Keempat, perusak lingkungan adalah kafir ekologis (kufr al-bi’ah). Di antara tanda-tanda kebesaran Allah adalah adanya jagad raya (alam semesta) ini. Karena itulah, merusak lingkungan sama halnya dengan ingkar (kafir) terhadap kebesaran Allah (QS. Shad/38: 27). Ayat ini menerangkan kepada kita bahwa memahami alam secara sia-sia merupakan pandangan orang-orang kafir.
Apalagi, ia sampai melakukan perusakan dan pemerkosaan terhadap alam. Dan, kata kafir tidak hanya ditujukan kepada orang-orang yang tidak percaya kepada Allah, tetapi juga ingkar terhadap seluruh nikmat yang diberikanNya kepada manusia, termasuk adanya alam semesta ini (QS. Ibrahim/14: 7).
Selain itu, kita perlu memperjuangkan politik hijau (green politic), sebuah gerakan mendampingi pembangunan agar berperspektif ekologis. Kebijakan-kebijakan politik yang anti-ekologi, mekanistik, dan materialistik diarahkan menuju kebijakan politik yang sadar lingkungan (ecological politic).
Hal ini penting karena kerusakan alam yang sedemikian parah tidak mungkin hanya diselesaikan melalui pendekatan agama. Akan tetapi, perlu pendekatan yang komprehensif.
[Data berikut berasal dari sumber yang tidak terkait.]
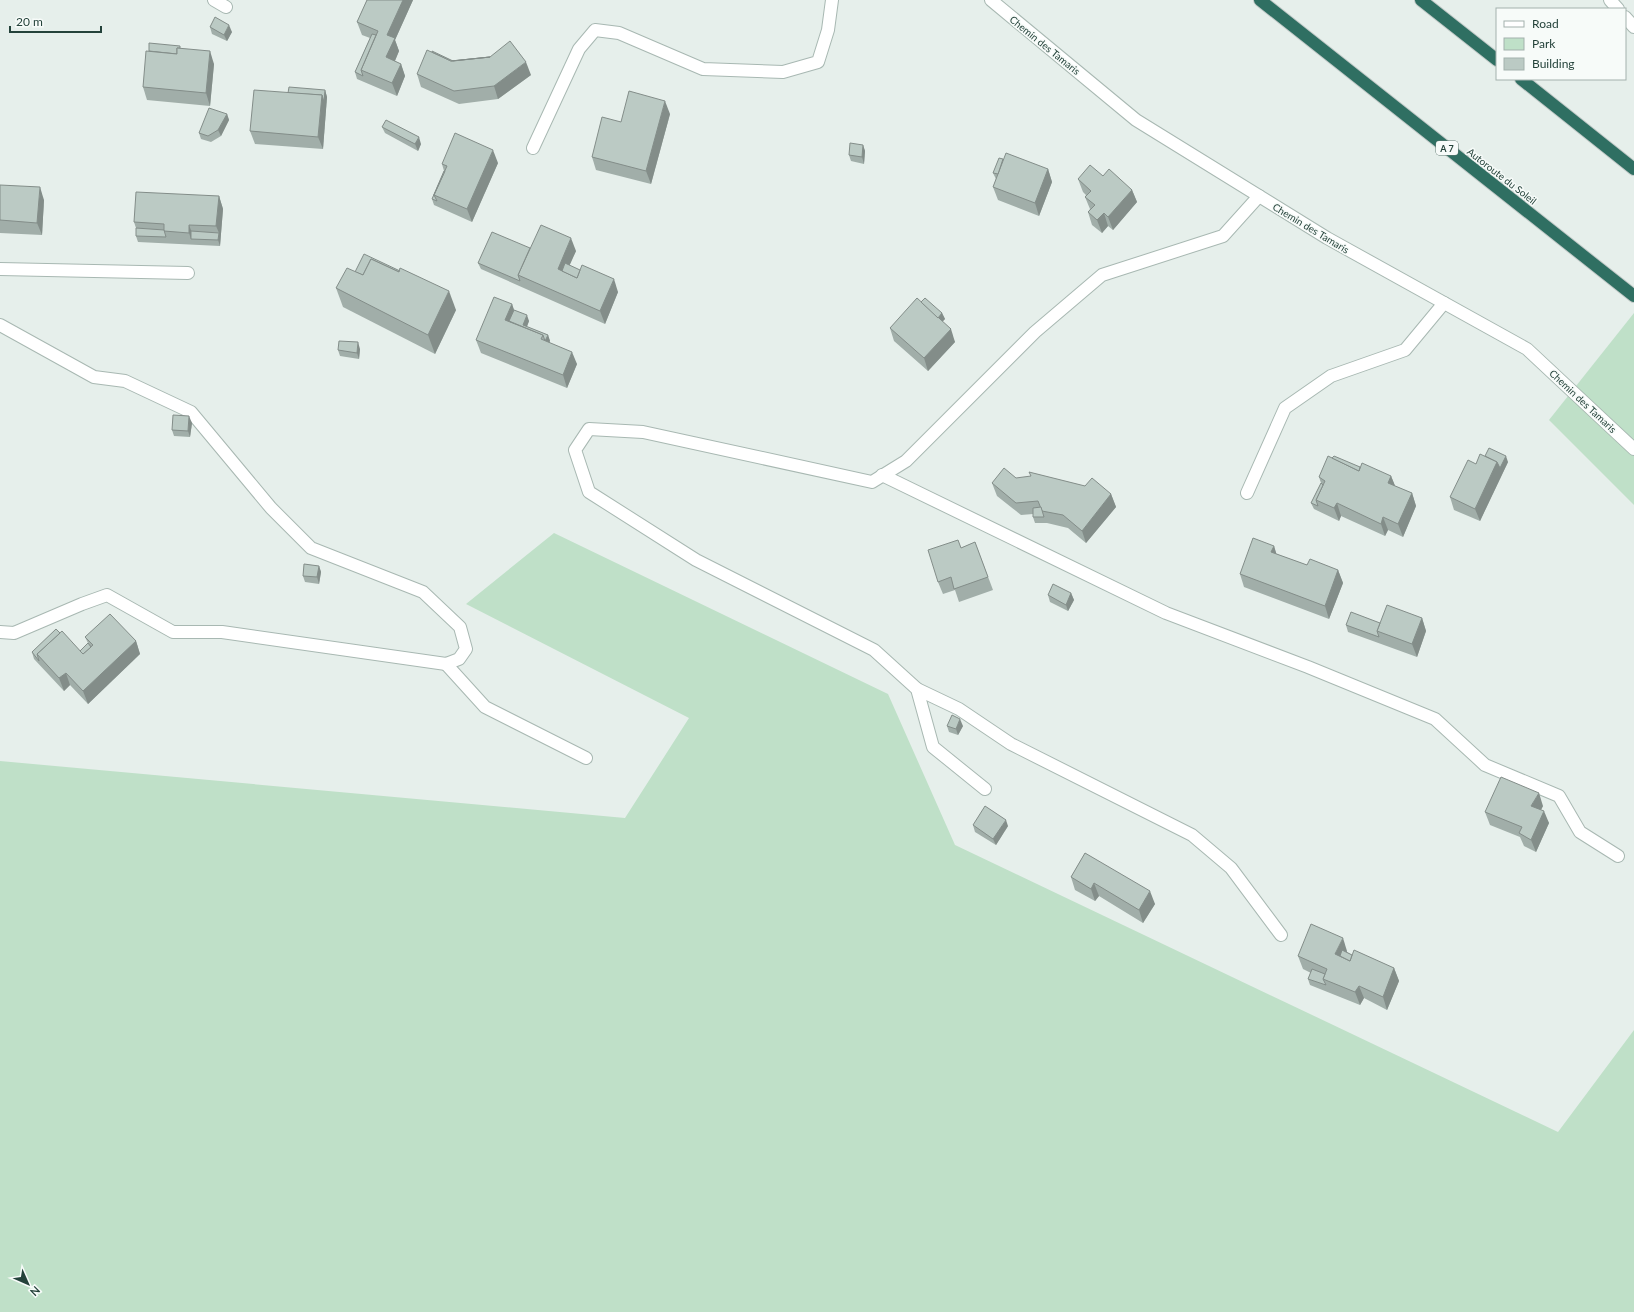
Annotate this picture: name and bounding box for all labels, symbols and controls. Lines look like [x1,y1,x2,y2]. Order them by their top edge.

Mulai dari agama, ekonomi, politik, budaya, dan sosial bersatu padu menangani krisis ekologis ini.
Al-hasil, menjaga dan memelihara lingkungan adalah kewajiban bagi setiap individu manusia, fardhu ‘ain.
[Tulisan ini diadaptasi dari tulisan Hatim Gazali pada bulletin An-Nadhar, pada tanggal 30/03/2005]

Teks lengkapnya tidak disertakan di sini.